SUPPLIED DATA:
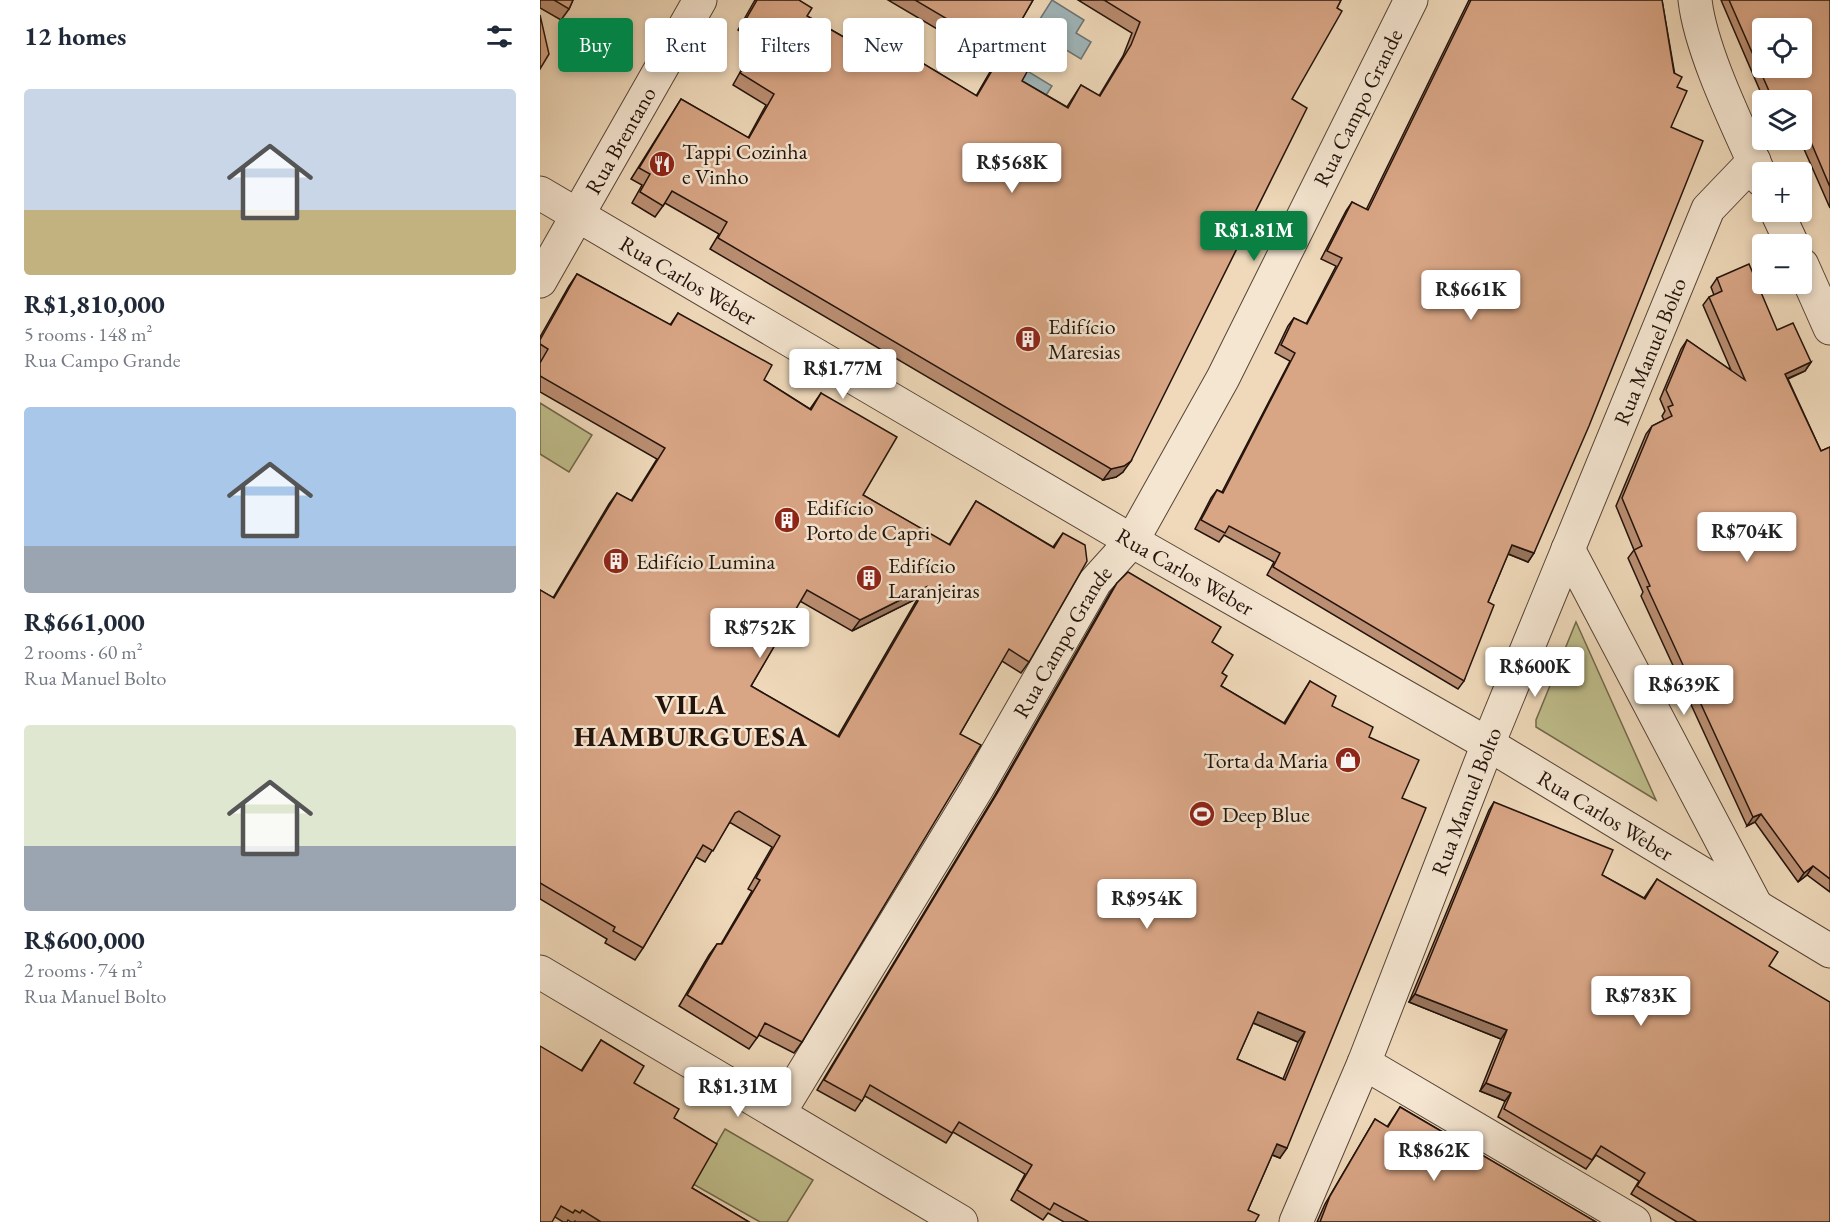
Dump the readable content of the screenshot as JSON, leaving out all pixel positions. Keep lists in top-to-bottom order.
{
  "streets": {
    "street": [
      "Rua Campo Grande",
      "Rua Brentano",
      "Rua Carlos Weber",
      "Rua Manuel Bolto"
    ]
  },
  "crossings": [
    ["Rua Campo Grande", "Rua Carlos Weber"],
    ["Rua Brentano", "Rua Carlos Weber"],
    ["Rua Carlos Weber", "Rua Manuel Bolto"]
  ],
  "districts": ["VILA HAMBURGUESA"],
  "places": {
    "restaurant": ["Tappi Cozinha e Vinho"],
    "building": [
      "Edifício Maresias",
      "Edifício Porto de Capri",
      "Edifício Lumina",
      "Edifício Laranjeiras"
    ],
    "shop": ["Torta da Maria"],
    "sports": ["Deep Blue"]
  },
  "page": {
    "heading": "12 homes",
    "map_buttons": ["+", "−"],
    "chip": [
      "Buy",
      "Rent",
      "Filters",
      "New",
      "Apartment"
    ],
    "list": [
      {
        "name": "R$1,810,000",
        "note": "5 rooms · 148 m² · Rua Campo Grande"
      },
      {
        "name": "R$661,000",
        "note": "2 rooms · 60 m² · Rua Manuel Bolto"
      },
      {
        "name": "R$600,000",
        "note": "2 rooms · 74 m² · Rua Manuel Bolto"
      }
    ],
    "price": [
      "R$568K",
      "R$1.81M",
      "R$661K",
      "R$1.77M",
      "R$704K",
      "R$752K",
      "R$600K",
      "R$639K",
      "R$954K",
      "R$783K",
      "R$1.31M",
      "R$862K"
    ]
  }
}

WHAT IS REQUIRED:
Your copy should match the entries above exactly and contain no pictures.

WRITTEN SOLUTION:
Dump the readable content of the screenshot as JSON, leaving out all pixel positions. Keep lists in top-to-bottom order.
{
  "streets": {
    "street": [
      "Rua Campo Grande",
      "Rua Brentano",
      "Rua Carlos Weber",
      "Rua Manuel Bolto"
    ]
  },
  "crossings": [
    ["Rua Campo Grande", "Rua Carlos Weber"],
    ["Rua Brentano", "Rua Carlos Weber"],
    ["Rua Carlos Weber", "Rua Manuel Bolto"]
  ],
  "districts": ["VILA HAMBURGUESA"],
  "places": {
    "restaurant": ["Tappi Cozinha e Vinho"],
    "building": [
      "Edifício Maresias",
      "Edifício Porto de Capri",
      "Edifício Lumina",
      "Edifício Laranjeiras"
    ],
    "shop": ["Torta da Maria"],
    "sports": ["Deep Blue"]
  },
  "page": {
    "heading": "12 homes",
    "map_buttons": ["+", "−"],
    "chip": [
      "Buy",
      "Rent",
      "Filters",
      "New",
      "Apartment"
    ],
    "list": [
      {
        "name": "R$1,810,000",
        "note": "5 rooms · 148 m² · Rua Campo Grande"
      },
      {
        "name": "R$661,000",
        "note": "2 rooms · 60 m² · Rua Manuel Bolto"
      },
      {
        "name": "R$600,000",
        "note": "2 rooms · 74 m² · Rua Manuel Bolto"
      }
    ],
    "price": [
      "R$568K",
      "R$1.81M",
      "R$661K",
      "R$1.77M",
      "R$704K",
      "R$752K",
      "R$600K",
      "R$639K",
      "R$954K",
      "R$783K",
      "R$1.31M",
      "R$862K"
    ]
  }
}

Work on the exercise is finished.